NOTE: This section is a work in progress, pending rewrite

Creating the last level of detail of any texture by hand is a very time-consuming task. Often, the workflow consists in placing by hand parts of scanned textures, then stitching all those patches together so that the final result looks correct. However, stitching multiple patches on a large-scale image while retaining all detail is difficult, because individual patches do not share the same structure.

Nexture offers a new approach around these kind of problems, by providing a new way to synthesize patterns while retaining image structure.
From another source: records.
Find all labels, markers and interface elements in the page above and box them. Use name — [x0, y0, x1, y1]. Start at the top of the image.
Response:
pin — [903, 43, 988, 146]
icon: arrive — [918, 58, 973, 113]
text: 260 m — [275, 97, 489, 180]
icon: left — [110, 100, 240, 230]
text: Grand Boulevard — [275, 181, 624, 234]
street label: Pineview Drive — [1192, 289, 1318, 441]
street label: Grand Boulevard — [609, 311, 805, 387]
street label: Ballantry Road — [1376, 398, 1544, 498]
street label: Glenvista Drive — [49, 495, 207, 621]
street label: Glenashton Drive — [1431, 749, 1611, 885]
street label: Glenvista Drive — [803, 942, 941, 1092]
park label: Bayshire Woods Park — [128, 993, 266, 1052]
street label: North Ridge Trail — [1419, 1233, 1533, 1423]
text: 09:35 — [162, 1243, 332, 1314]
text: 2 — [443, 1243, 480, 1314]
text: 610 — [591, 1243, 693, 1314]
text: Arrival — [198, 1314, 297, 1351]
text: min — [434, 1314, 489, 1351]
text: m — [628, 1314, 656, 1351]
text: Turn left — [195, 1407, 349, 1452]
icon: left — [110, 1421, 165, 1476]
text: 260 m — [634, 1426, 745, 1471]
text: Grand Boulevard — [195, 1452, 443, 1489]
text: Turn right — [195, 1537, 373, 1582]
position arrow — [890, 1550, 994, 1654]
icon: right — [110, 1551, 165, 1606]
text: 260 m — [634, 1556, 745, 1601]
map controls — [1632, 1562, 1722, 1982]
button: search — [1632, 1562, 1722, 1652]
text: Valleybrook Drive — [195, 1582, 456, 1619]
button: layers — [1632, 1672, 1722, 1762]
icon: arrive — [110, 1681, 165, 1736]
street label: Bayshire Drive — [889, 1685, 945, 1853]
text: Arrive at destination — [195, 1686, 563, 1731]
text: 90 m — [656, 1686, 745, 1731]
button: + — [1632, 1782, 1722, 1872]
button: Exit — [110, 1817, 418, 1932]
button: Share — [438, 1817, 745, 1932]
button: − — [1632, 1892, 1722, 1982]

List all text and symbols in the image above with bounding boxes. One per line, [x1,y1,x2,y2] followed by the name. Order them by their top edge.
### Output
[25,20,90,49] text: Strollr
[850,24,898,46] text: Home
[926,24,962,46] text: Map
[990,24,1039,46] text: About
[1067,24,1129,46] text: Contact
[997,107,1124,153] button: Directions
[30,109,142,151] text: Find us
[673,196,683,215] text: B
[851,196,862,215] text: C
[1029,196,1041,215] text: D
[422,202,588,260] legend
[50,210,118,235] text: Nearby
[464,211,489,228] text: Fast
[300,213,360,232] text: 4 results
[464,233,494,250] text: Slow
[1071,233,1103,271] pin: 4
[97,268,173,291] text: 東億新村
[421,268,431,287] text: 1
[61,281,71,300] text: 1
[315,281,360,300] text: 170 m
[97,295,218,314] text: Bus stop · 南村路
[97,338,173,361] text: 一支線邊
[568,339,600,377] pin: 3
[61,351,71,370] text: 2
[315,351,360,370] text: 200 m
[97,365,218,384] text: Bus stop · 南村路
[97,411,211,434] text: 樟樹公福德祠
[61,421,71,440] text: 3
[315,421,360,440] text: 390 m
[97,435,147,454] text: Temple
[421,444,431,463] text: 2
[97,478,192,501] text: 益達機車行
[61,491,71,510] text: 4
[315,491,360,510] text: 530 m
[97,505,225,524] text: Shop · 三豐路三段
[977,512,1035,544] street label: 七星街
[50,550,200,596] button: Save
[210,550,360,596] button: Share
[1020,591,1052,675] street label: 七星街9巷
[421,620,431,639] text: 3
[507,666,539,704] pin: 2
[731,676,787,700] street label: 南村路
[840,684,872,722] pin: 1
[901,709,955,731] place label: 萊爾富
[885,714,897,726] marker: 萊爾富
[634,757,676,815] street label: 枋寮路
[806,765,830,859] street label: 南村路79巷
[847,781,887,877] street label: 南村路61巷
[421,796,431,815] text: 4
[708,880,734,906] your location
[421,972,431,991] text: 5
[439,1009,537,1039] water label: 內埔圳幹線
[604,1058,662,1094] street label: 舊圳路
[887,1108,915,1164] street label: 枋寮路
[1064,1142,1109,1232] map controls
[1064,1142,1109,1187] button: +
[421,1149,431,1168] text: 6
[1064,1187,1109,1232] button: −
The artist can focus on what's fun, creating the primary image features, and leave the repetitive and time-consuming task of detailing work to the application.

Applying multiple patterns on an image

However, Nexture does not try to replace the artist. Instead, the artist has full control over what gets synthesized.

Pattern placement

The artist defines areas on the image to indicate where each pattern must be synthesized. Each colored zone on the image above represents a different pattern.

The synthesized image will match the placement while producing a perfectly seamless map, with full-resolution details. This is possible thanks to our state-of-the-art synthesis algorithm, that eliminates the need for pixel-space blending.

Custom patterns

The artist has also full control over the input. Basically, artists can provide their own patterns.

A pattern can be anything, not just skin texture:

  • It can represent the displacement of a wood surface, drawn by hand.
  • It can represent the specular of a stone surface, captured by photogrammetry.
  • It can be anything you, the artist, want to put in.

In Nexture, a pattern is simply an image of small size (usually 512px*512px). This is highly convenient, because 512px*512px can already contain a lot of visual information, yet is small enough to be quickly and easily drawn or captured.

Overall, there is zero constraint over the pattern image:

  • A pattern image does not need to be tileable.
  • It can be grayscale, or in color.
  • It can be 8 bits per pixels, or floating-point resolution.

This is one of the features that makes Nexture truly powerful. You are not constrained in any sort of way, and you only need to work on images, which is, for a texture artist, probably the most expressive medium.

About the synthesis

The synthesis process analyzes the input image and synthesizes the output tile after tile. It starts with the top-left tile, and processes the entire image in a column-wise fashion. Even though the synthesis is not real-time, the first results are available very quickly, usually after a minute or two. This enables some quick feedback. Each tile is usually 512x512px wide.

Current benchmarks (on a GTX 1080 ti) to render an entire image are in the following range:

  • 1k image: ~3 min
  • 2k image: ~15 min
  • 4k image: ~3h
  • 8k image: ~8h

Those synthesis times are not guaranteed on any hardware. However, they are very common for a wide range of modern GPUs.